[[ RECORD EXCERPTS, beginning ]]

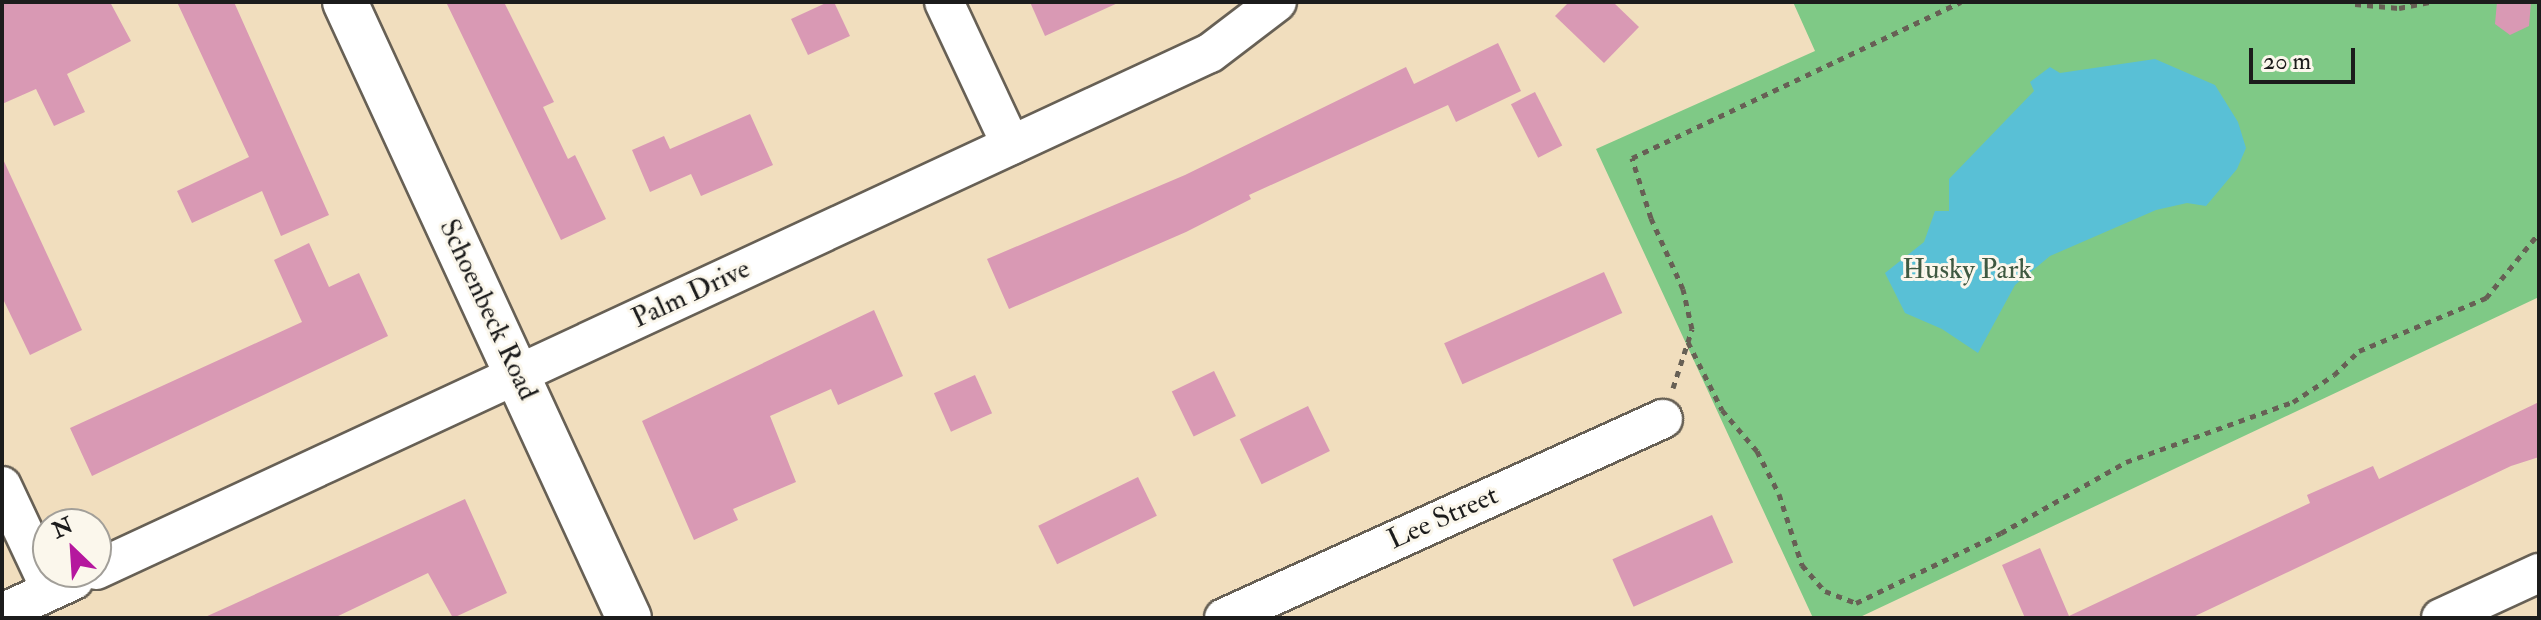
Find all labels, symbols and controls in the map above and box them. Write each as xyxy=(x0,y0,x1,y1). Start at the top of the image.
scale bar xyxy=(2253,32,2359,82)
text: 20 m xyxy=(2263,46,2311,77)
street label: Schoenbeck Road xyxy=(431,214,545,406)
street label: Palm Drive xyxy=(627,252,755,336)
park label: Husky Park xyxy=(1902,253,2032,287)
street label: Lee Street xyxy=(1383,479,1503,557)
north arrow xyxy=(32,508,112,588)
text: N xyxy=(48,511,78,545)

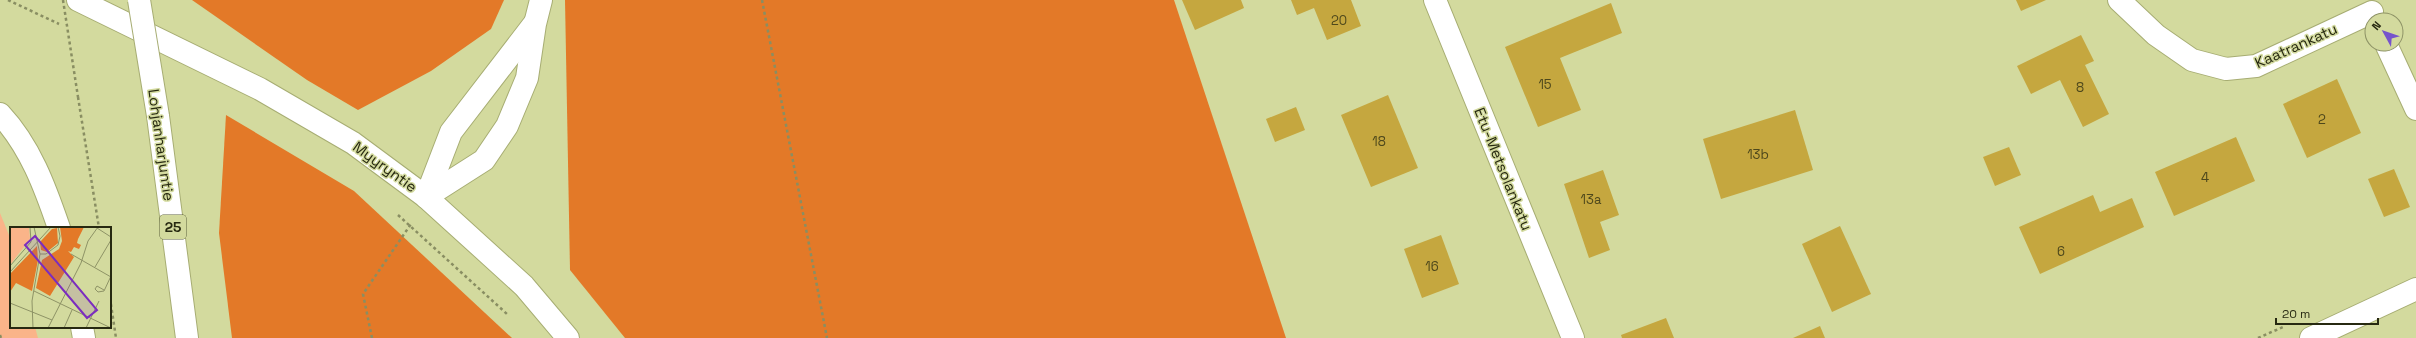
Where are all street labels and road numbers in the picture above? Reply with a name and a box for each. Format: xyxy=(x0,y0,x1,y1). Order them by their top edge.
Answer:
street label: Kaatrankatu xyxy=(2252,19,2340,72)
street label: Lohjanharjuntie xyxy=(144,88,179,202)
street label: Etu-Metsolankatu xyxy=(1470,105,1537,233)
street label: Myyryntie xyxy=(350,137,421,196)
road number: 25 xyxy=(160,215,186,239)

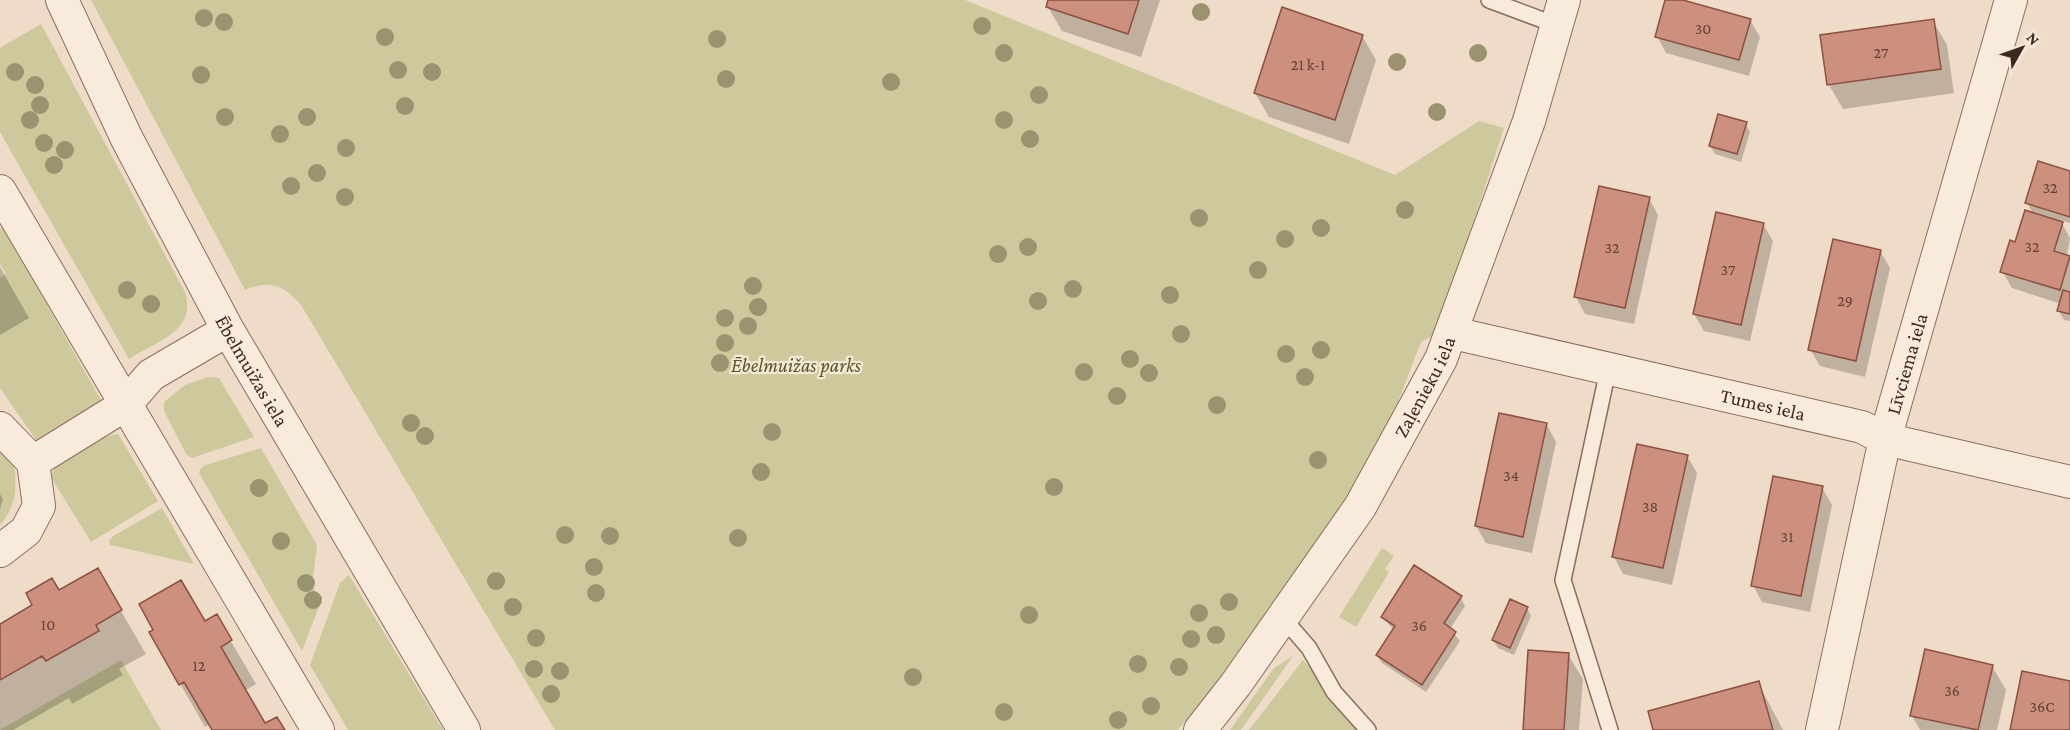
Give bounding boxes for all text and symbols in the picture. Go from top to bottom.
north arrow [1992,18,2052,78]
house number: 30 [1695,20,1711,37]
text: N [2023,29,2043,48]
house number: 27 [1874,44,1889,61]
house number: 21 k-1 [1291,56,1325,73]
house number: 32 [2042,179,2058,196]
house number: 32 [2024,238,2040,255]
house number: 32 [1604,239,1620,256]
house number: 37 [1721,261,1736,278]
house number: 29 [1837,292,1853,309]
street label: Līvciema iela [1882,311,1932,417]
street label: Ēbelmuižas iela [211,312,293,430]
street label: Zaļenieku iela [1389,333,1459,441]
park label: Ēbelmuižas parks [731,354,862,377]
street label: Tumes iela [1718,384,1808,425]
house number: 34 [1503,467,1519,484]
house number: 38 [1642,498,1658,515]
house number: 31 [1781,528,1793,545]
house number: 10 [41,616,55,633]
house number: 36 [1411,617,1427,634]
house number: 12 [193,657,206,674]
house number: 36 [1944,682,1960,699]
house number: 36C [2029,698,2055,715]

[[ RECORD EXCERPTS, end ]]

▸ WORK REQUIRED: Please extract exactly, and only, the lines from the line containing "Give bounding boxes" through the last line of the records.

▸ FINISHED TASK:
Give bounding boxes for all text and symbols in the picture. Go from top to bottom.
north arrow [1992,18,2052,78]
house number: 30 [1695,20,1711,37]
text: N [2023,29,2043,48]
house number: 27 [1874,44,1889,61]
house number: 21 k-1 [1291,56,1325,73]
house number: 32 [2042,179,2058,196]
house number: 32 [2024,238,2040,255]
house number: 32 [1604,239,1620,256]
house number: 37 [1721,261,1736,278]
house number: 29 [1837,292,1853,309]
street label: Līvciema iela [1882,311,1932,417]
street label: Ēbelmuižas iela [211,312,293,430]
street label: Zaļenieku iela [1389,333,1459,441]
park label: Ēbelmuižas parks [731,354,862,377]
street label: Tumes iela [1718,384,1808,425]
house number: 34 [1503,467,1519,484]
house number: 38 [1642,498,1658,515]
house number: 31 [1781,528,1793,545]
house number: 10 [41,616,55,633]
house number: 36 [1411,617,1427,634]
house number: 12 [193,657,206,674]
house number: 36 [1944,682,1960,699]
house number: 36C [2029,698,2055,715]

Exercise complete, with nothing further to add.